Task item: Begin at the line below that contains "for (const [x, y, w]" and write out every line from there to the end of the entries, exactly.

(Collected data entries)
"""

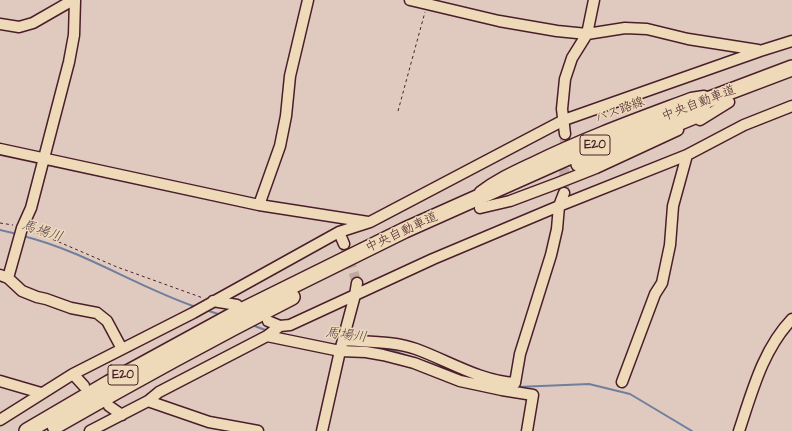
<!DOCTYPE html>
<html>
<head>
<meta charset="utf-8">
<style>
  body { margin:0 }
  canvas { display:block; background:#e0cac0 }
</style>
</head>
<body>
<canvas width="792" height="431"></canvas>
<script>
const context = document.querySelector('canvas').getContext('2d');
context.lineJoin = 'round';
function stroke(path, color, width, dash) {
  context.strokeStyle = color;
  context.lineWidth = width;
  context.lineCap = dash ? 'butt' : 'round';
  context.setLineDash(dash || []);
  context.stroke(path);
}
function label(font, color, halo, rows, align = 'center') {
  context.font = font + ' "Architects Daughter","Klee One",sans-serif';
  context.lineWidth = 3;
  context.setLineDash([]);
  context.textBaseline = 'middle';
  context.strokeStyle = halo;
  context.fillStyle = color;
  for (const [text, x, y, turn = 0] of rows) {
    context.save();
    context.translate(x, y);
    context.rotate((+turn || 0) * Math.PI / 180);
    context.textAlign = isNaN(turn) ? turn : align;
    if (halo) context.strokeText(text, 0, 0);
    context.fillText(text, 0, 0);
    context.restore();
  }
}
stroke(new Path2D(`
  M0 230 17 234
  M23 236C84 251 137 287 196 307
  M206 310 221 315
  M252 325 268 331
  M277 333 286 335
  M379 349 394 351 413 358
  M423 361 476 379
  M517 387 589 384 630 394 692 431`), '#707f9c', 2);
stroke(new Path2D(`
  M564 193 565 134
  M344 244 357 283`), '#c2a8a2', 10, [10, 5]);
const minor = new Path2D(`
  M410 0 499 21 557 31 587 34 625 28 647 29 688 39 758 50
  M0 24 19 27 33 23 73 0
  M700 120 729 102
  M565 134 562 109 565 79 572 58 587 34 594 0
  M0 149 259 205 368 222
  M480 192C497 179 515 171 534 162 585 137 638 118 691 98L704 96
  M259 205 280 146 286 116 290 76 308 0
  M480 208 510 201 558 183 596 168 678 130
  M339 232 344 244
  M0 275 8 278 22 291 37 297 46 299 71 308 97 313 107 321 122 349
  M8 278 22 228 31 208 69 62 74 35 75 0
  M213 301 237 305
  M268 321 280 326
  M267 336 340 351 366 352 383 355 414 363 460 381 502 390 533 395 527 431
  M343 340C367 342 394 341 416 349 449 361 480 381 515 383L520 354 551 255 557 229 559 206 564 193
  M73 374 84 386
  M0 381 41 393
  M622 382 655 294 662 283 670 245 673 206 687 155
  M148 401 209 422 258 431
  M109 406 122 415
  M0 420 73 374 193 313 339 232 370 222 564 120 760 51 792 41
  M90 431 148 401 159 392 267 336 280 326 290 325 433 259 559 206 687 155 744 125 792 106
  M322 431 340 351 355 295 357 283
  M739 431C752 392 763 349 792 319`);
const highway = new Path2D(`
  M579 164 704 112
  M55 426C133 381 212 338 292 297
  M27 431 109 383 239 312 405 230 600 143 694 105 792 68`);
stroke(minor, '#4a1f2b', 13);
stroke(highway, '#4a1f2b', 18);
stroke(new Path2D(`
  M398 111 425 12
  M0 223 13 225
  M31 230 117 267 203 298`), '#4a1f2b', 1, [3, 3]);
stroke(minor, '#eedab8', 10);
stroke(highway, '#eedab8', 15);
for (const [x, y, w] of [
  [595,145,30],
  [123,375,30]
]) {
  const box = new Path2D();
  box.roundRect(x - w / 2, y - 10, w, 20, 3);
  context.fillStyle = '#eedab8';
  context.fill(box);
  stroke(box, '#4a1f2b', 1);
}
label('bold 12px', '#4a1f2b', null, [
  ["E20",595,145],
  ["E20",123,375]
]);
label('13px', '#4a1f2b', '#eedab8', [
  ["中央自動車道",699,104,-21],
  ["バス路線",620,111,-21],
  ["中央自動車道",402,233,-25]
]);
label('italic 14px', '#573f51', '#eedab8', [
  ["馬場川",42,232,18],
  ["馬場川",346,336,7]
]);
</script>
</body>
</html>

"""

Response to the task:
for (const [x, y, w] of [
  [595,145,30],
  [123,375,30]
]) {
  const box = new Path2D();
  box.roundRect(x - w / 2, y - 10, w, 20, 3);
  context.fillStyle = '#eedab8';
  context.fill(box);
  stroke(box, '#4a1f2b', 1);
}
label('bold 12px', '#4a1f2b', null, [
  ["E20",595,145],
  ["E20",123,375]
]);
label('13px', '#4a1f2b', '#eedab8', [
  ["中央自動車道",699,104,-21],
  ["バス路線",620,111,-21],
  ["中央自動車道",402,233,-25]
]);
label('italic 14px', '#573f51', '#eedab8', [
  ["馬場川",42,232,18],
  ["馬場川",346,336,7]
]);
</script>
</body>
</html>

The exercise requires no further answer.